【故事成語】
一朝の怒りに其の身を忘る
【読み方】
いっちょうのいかりにそのみをわする
【意味】
一時の怒りのために冷静さを失い、前後を忘れて自分の身を滅ぼすことになるという戒め。


【英語】
・Anger is a brief madness(怒りは一時の狂気)
・in a fit of anger(怒りにかられて、かっとなって)
【類義語】
・一朝の怒りに一生を過つ(いっちょうのいかりにいっしょうをあやまつ)
・短気は損気(たんきはそんき)
・怒りは敵と思え(いかりはてきとおもえ)
【対義語】
・堪忍は一生の宝(かんにんはいっしょうのたから)
「一朝の怒りに其の身を忘る」の故事
一朝の怒りに其の身を忘るは、『論語(ろんご)』「顔淵(がんえん)」に出てくる孔子の言葉に由来します。『論語』は、孔子没後に、孔子と門人たちの言行記録を儒家の一派が編集した中国の思想書で、全二十編から成ります。
もとの場面では、弟子の樊遅(はんち)が孔子に、徳を高めること、心の悪いところを直すこと、迷いを見分けることについて尋ねます。
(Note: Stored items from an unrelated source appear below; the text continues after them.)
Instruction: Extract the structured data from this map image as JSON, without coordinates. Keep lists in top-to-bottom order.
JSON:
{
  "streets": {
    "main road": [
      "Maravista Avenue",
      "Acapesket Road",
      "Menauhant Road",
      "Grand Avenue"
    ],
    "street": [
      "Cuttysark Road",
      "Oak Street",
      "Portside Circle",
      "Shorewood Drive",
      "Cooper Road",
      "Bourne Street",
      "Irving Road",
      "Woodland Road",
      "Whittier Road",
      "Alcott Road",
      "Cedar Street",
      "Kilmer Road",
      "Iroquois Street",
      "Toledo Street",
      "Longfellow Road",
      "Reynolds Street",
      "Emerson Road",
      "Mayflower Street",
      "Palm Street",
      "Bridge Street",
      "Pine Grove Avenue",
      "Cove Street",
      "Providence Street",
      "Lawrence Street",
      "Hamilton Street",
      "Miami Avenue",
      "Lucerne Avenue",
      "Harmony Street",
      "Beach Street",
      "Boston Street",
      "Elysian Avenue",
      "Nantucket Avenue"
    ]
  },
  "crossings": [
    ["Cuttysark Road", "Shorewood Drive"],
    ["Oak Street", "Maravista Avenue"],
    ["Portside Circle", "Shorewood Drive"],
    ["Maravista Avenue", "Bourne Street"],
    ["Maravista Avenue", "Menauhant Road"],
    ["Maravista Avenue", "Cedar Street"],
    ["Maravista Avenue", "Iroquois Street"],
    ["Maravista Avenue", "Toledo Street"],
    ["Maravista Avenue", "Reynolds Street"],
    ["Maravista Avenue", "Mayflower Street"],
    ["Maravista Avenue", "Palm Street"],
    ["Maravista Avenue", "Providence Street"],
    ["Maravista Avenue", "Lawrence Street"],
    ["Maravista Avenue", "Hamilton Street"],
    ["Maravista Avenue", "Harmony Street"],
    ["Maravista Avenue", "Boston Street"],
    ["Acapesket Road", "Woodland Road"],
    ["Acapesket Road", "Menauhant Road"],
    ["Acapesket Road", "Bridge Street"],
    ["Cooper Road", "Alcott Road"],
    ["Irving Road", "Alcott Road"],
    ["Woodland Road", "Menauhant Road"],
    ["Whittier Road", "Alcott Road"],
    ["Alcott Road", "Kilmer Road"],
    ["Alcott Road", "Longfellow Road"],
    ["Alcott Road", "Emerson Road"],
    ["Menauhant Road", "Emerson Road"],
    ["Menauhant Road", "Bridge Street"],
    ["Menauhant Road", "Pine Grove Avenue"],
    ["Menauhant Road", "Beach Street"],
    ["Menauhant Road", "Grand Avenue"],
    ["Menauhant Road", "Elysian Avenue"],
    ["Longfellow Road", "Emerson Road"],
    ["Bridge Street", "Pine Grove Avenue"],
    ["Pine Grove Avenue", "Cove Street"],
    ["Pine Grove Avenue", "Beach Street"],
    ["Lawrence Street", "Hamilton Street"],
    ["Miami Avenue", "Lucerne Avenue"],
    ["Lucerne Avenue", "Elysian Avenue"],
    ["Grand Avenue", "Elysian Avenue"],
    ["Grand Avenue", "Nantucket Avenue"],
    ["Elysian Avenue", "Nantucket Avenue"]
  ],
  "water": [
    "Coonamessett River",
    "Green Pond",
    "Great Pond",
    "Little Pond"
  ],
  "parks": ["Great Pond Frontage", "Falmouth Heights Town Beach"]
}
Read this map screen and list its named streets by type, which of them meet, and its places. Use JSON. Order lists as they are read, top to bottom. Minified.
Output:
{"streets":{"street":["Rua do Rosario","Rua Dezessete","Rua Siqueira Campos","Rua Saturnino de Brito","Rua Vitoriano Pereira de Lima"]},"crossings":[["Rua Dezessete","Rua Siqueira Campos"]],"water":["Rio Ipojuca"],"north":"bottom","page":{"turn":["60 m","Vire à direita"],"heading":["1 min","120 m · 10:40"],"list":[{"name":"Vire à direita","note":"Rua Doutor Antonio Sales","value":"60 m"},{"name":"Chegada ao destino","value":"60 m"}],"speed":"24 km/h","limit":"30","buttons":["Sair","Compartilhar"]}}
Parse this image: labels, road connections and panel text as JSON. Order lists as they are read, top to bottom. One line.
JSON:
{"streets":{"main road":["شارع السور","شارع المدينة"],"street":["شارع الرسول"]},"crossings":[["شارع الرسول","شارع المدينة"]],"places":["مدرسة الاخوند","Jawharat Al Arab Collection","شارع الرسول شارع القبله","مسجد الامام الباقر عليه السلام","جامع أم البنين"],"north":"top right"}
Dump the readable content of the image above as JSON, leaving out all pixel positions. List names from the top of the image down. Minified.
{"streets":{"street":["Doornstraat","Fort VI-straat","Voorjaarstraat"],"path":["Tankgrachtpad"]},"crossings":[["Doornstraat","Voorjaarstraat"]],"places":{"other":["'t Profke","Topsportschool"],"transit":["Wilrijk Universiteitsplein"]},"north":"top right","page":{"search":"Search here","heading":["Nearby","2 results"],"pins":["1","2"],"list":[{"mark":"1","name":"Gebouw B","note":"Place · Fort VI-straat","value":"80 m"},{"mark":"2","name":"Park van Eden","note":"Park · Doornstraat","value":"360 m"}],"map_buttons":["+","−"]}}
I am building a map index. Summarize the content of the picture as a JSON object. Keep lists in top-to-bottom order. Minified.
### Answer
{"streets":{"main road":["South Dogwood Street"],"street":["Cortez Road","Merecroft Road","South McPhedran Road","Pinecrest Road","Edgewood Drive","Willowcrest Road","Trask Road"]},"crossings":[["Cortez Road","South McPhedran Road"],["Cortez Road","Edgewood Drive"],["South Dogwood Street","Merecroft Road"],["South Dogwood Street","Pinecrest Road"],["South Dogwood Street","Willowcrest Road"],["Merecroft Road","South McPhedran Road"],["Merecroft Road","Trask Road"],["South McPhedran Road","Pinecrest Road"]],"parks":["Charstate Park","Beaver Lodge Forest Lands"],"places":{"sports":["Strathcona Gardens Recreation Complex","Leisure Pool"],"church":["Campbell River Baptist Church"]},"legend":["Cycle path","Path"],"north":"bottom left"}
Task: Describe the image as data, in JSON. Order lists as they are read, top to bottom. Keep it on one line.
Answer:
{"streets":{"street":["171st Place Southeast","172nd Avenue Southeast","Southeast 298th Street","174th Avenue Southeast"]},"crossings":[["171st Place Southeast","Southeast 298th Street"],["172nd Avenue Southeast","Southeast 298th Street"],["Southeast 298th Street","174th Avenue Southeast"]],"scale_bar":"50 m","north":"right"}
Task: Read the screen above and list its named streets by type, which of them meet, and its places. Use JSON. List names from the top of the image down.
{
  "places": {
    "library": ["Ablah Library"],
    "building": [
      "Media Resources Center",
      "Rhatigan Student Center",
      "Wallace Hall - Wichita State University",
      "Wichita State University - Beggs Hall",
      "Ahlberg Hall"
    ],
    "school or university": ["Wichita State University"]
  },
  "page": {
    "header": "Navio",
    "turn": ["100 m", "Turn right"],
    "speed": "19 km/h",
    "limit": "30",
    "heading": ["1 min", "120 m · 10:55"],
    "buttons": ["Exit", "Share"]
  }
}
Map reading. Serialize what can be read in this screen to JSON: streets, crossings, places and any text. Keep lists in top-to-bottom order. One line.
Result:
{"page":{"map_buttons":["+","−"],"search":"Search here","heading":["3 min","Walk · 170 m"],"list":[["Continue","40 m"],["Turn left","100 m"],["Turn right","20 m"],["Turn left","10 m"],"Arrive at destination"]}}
孔子はその問いをよい問いだと受け止めたうえで、自分の悪い点を責め、人の悪い点を責めないことなどを述べ、最後に怒りについて戒めます。
原文には「一朝之忿、忘其身、以及其親、非惑與」とあります。これは、一時の怒りで自分の身を忘れ、その災いを親にまで及ぼすのは、迷いではないか、という意味です。ここでの「親」は、単に自分の感情だけで終わらず、家族にも迷惑や災いが及ぶことを示しています。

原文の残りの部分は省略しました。